Nachdem ich alle Informalitäten des Büroalltags lange Zeit wie selbstverständlich erlebt habe, verstehe ich jetzt, wie sehr sie die Kollegen miteinander verbindet. Wir verbringen die Pausen am Tag miteinander. Wir bedauern bei einem Stück Kuchen Dinge, die schief laufen. Wir erzählen uns Witze in den fünf Minuten vor Beginn einer Sitzung. Diese fünf Minuten gehören nicht zu den produktivsten Momenten des Tages, aber sie haben einen realen Wert für uns. Wir sind in allen informell verbrachten Minuten ein Team.

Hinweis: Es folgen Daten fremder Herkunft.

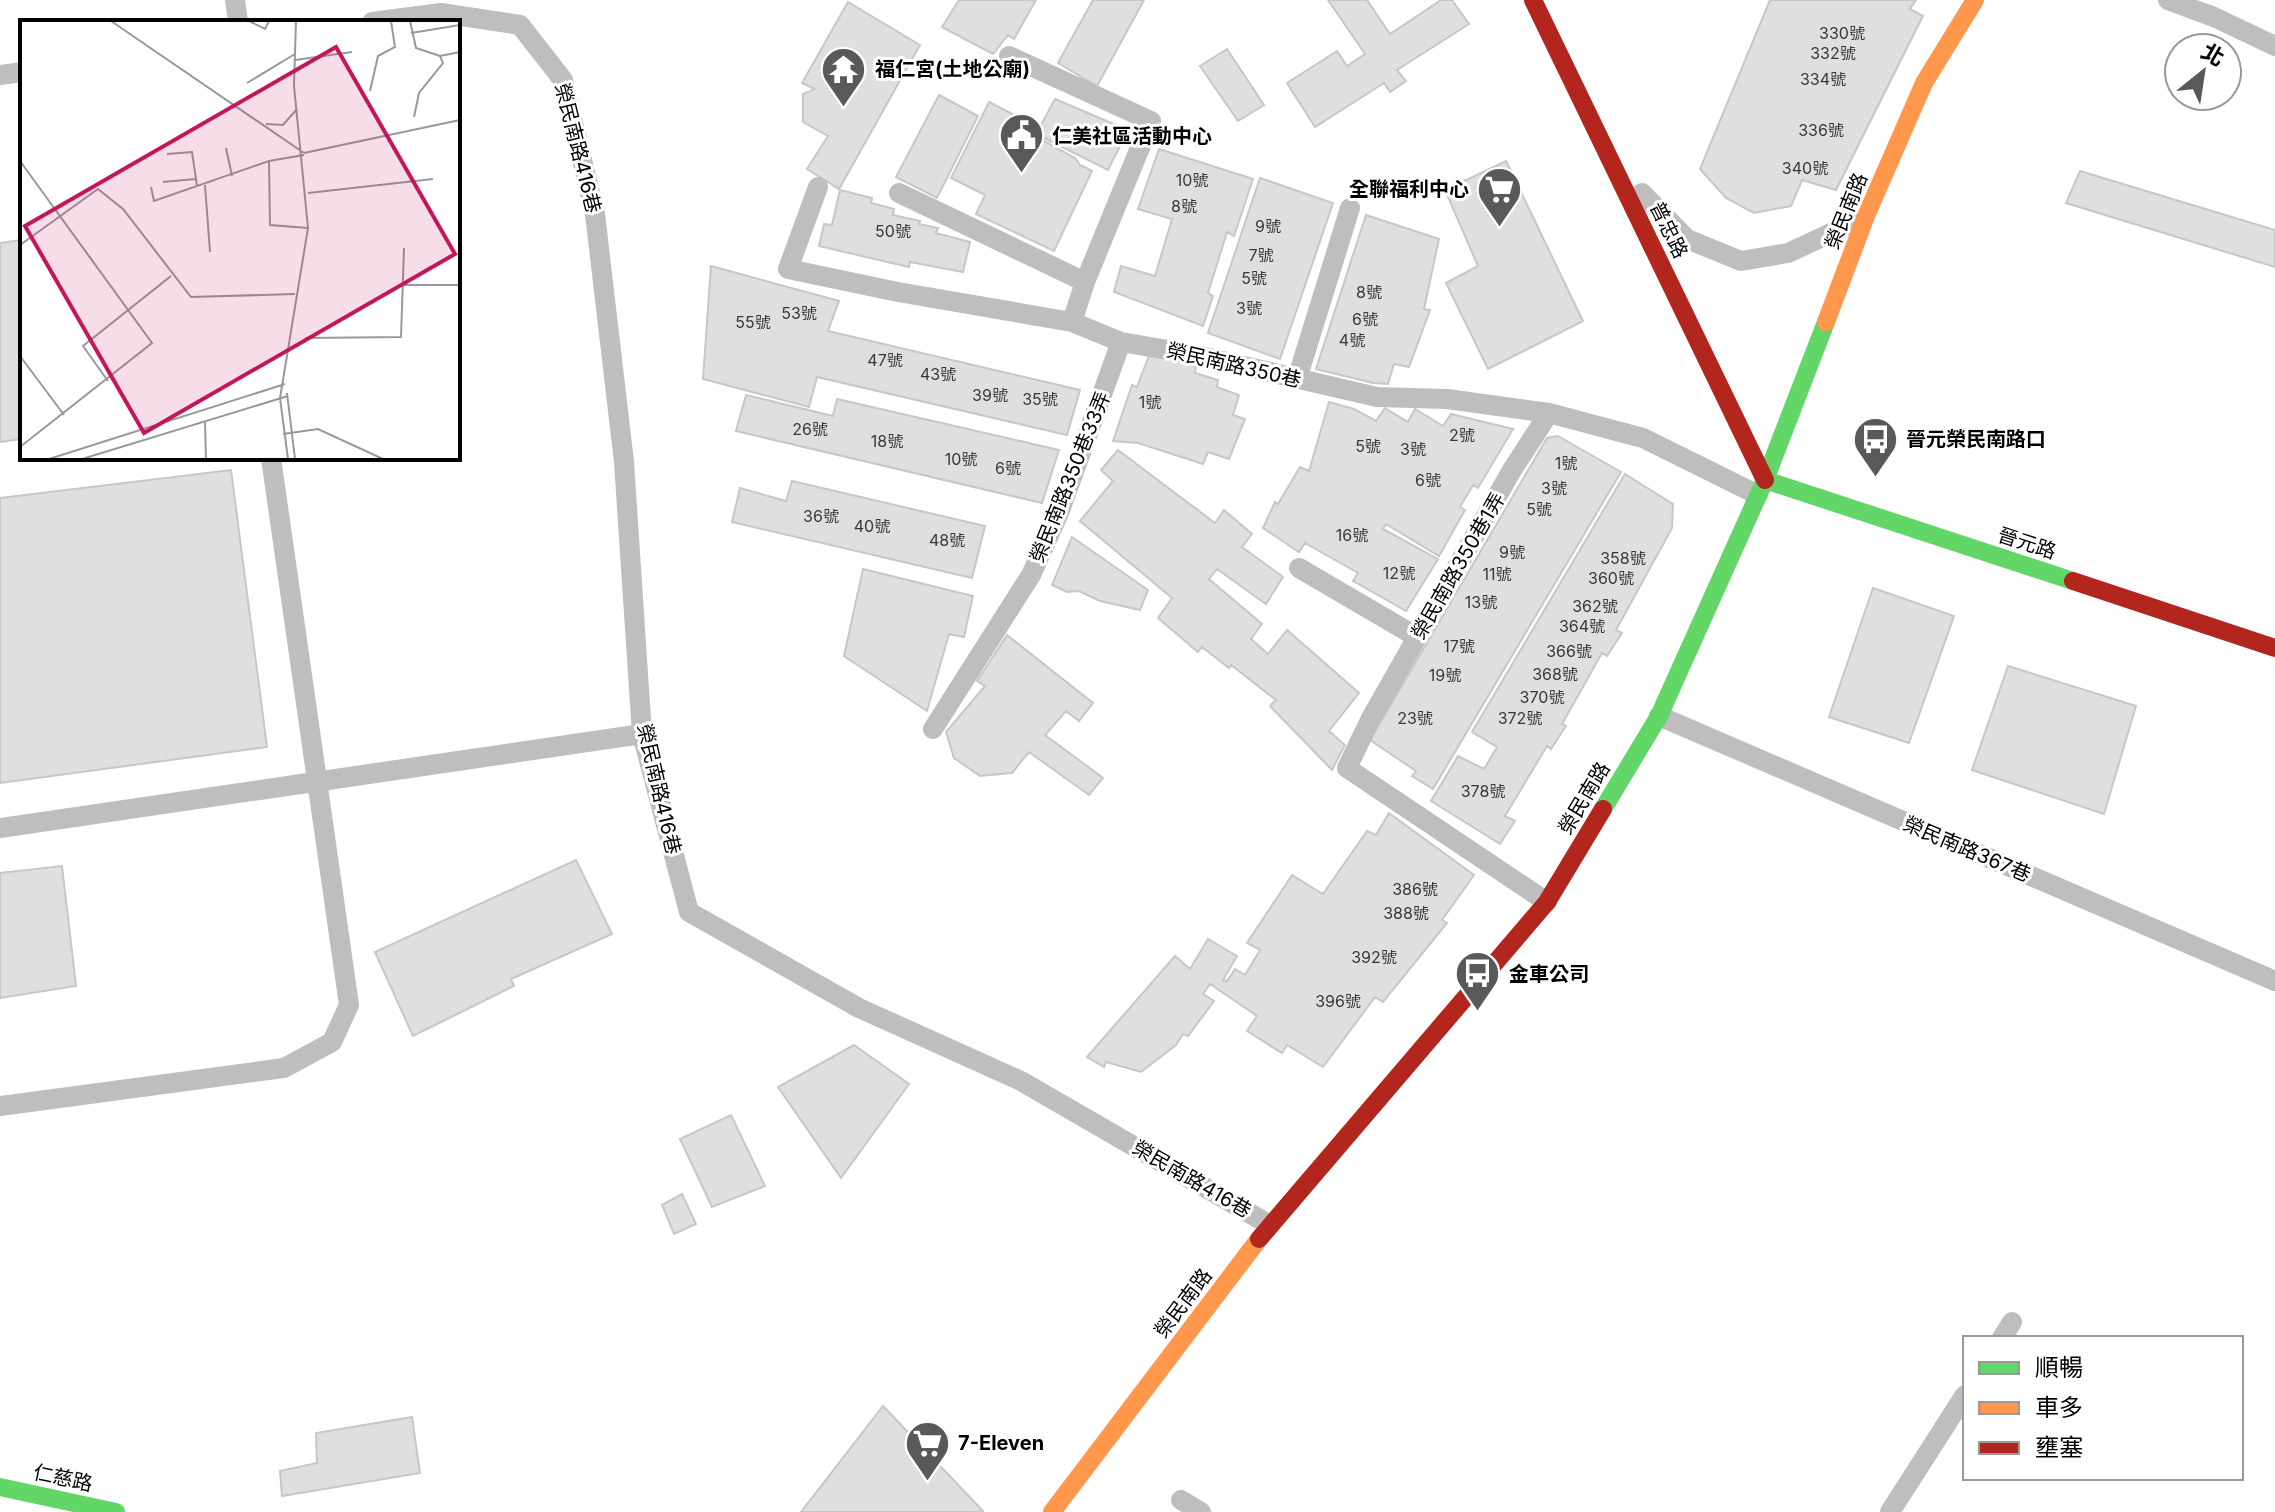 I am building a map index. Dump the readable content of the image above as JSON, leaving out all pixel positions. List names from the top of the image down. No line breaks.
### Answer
{"streets":{"street":["榮民南路","普忠路","晉元路","仁慈路"],"lane":["榮民南路416巷","榮民南路350巷","榮民南路350巷33弄","榮民南路350巷1弄","榮民南路367巷"]},"crossings":[["榮民南路416巷","榮民南路"],["榮民南路","普忠路"],["榮民南路","榮民南路350巷"],["榮民南路","晉元路"],["榮民南路","榮民南路350巷1弄"],["榮民南路","榮民南路367巷"],["普忠路","榮民南路350巷"],["普忠路","晉元路"],["榮民南路350巷","榮民南路350巷33弄"],["榮民南路350巷","晉元路"],["榮民南路350巷","榮民南路350巷1弄"]],"places":{"temple":["福仁宮(土地公廟)"],"public building":["仁美社區活動中心"],"supermarket":["全聯福利中心","7-Eleven"],"bus stop":["晉元榮民南路口","金車公司"]},"house_numbers":["330號","332號","334號","336號","340號","10號","8號","9號","50號","7號","5號","8號","3號","53號","6號","55號","4號","47號","43號","39號","35號","1號","26號","2號","18號","5號","3號","10號","1號","6號","6號","3號","5號","36號","40號","16號","48號","9號","358號","12號","11號","360號","13號","362號","364號","17號","366號","368號","19號","370號","23號","372號","378號","386號","388號","392號","396號"],"legend":["順暢","車多","壅塞"],"north":"top right"}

Auch für mich als Freiberuflerin hat jede Minute des Tages einen Wert. Aber auf eine andere Weise. Jede Stunde des Tages, in der ich arbeite, muss einem bestimmten Zweck dienen, sonst würde ich meine Zeit verschwenden. Jede Stunde, die ich nicht arbeite, muss auch einem bestimmten Zweck untergeordnet sein, sonst nutze ich meine Zeit nicht richtig. Ich muss ganz anders darüber nachdenken, wie ich arbeite.

Ich muss nach Möglichkeiten suchen, die informellen Minuten zwischendurch zu ersetzen, die mir Impulse für den Tag gegeben haben. Kollegen, mit denen ich maile, sind weit weg und das Warten auf eine Antwort ist auch nicht vergleichbar mit einem persönlichen Gespräch beim Bedienen des Kaffeeautomaten. Ich kann gut verstehen, wie sich Facebook zu einer Art Büro-Geplänkel für Menschen entwickelt hat, die physisch nicht zusammen sind. Ich schaue auf Facebook jetzt regelmäßig vorbei, um zu erfahren, wer was macht, und wer mir etwas Interessantes über einen Link zeigen will. Es ist jetzt für mich so eine Art virtuelle Kaffeeküche geworden.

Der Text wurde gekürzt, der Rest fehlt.